Frankreich will zum 1. Juli im Schweizer Sektor des Euro-Airports (EAP) eine neue Steuer einführen: die Solidaritätsabgabe für den Luftverkehr. Betroffen wären Fluggesellschaften wie Easyjet, die nach Schweizer Verkehrsrecht auf dem Flughafen stationiert sind. Im französischen EAP-Teil und auf französischen Flughäfen wurde die Steuer bereits 2006 eingeführt.

Beim Basler Departement für Wirtschaft, Soziales und Umwelt löst die Massnahme «grossen Unmut» aus, wie es Generalsekretär Claus Wepler ausdrückt: «Das ist ein unilateraler Akt der französischen Seite, der nicht mit dem binationalen Modell des Flughafens kompatibel ist.»

Attraktivität des Flughafens sinkt

Bekannt wurde die neue Steuer am Mittwochabend auf der Generalversammlung der IG Luftverkehr Vereinigung Pro Euro-Airport. «Das schmälert die Attraktivität des Flughafens. So geht man nicht mit dem Nachbarland um», kritisierte der ehemalige Pilot und Ex-FDP-Nationalrat Paul Kurrus. Laut EAP-Direktor Urs Rämi handelt es sich pro Passagier um einen Betrag zwischen einem und zehn Euro.
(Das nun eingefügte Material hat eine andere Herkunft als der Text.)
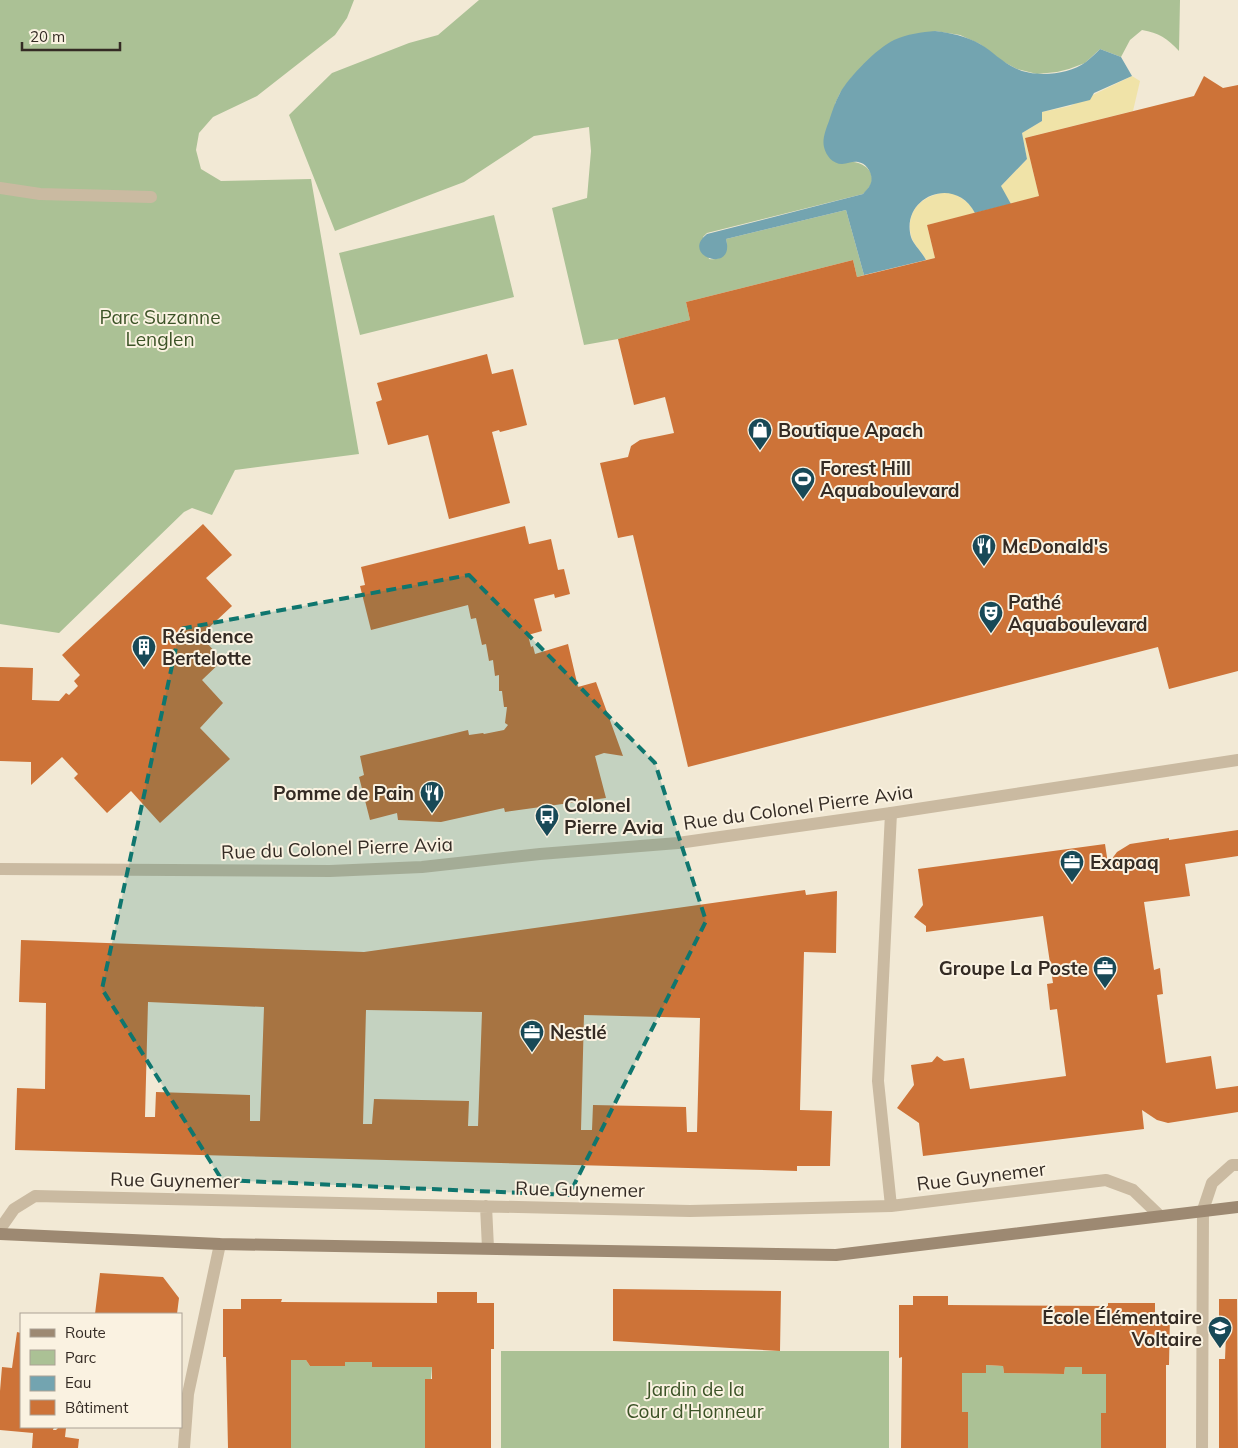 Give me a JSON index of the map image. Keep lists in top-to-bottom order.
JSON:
{
  "streets": {
    "street": ["Rue du Colonel Pierre Avia", "Rue Guynemer"]
  },
  "parks": ["Parc Suzanne Lenglen", "Jardin de la Cour d'Honneur"],
  "places": {
    "shop": ["Boutique Apach"],
    "sports": ["Forest Hill Aquaboulevard"],
    "restaurant": ["McDonald's", "Pomme de Pain"],
    "theatre": ["Pathé Aquaboulevard"],
    "building": ["Résidence Bertelotte"],
    "bus stop": ["Colonel Pierre Avia"],
    "office": ["Exapaq", "Groupe La Poste", "Nestlé"],
    "school or university": ["École Élémentaire Voltaire"]
  },
  "legend": [
    "Route",
    "Parc",
    "Eau",
    "Bâtiment"
  ],
  "scale_bar": "20 m"
} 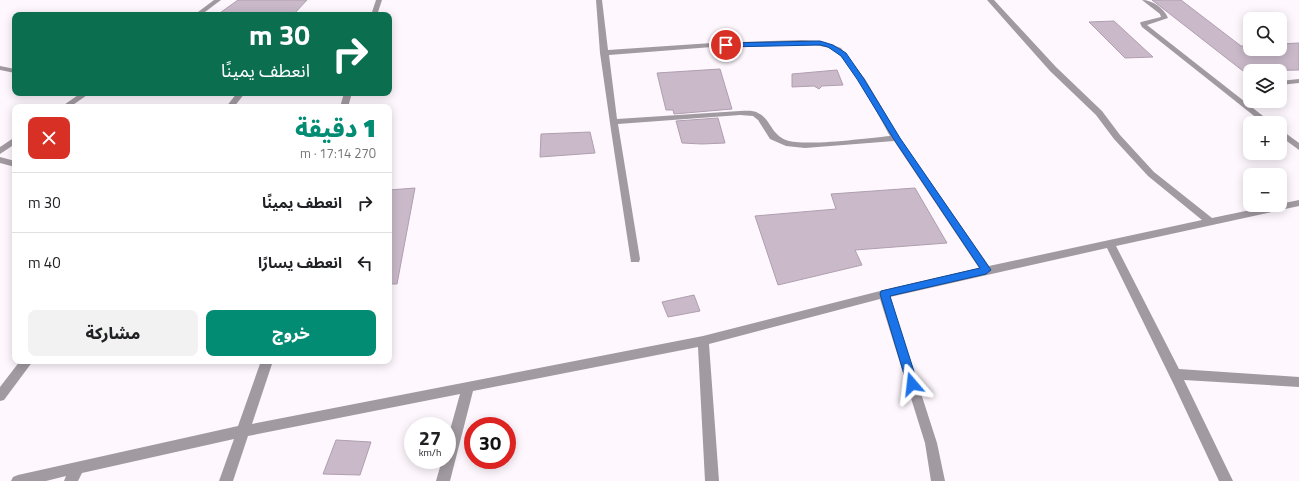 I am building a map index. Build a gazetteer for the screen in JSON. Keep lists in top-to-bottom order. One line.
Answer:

Die Solidaritätsabgabe für den Luftverkehr dient dem Kampf gegen die Infektionskrankheiten Aids, Malaria und Tuberkulose. Durch die Gelder werden Medikamentenpreise in armen Ländern gesenkt. Initiiert worden war sie vom französischen Ex-Präsidenten Chirac, eingeführt, oder Interesse daran bekundet, haben sie zehn Länder. Die Schweiz hat sich bisher dagegen entschieden.

Durch die Hintertür

Dass die Steuer jetzt durch die Hintertür im Schweizer EAP-Sektor eingeführt wird, stösst auch beim Bundesamt für Zivilluftfahrt (Bazl) auf Widerstand. Das Bazl hat seine Ablehnung bereits offiziell formuliert und argumentiert wie Basel. «Die Entscheidung widerspricht dem binationalen Charakter des Flughafens», teilt Mediensprecherin Martine Reymond mit. Das Thema müsse im Rahmen der globalen Verhandlungen um Steuerfragen, die derzeit mit Frankreich laufen, behandelt werden.

Einfach sind diese nicht. Dazu gehört auch die Frage, wie und wo die Firmen des Schweizer EAP-Sektors besteuert werden. «Die Diskussionen mit dem französischen Budget- und Finanzministerium erweisen sich als extrem schwierig», sagt Wepler.

Weiteres Ungemach droht

Thomas Burckhardt, Präsident der IG Luftverkehr, ging in seinem Jahresbericht darauf ein, dass dem EAP weiteres Ungemach drohen könne. So habe das Zivilgericht Basel-Stadt schon im Juli 2011 entschieden, dass Basler Gerichte bei zivilrechtlichen Klagen von Passagieren gegen Luftverkehrsunternehmen, «die zwar nicht in der Schweiz domiziliert, aber vom schweizerischen Sektor des EAP aus operieren», nicht zuständig seien. Begründung sei gewesen, dass der EAP zur Gänze auf französischem Staatsgebiet liege.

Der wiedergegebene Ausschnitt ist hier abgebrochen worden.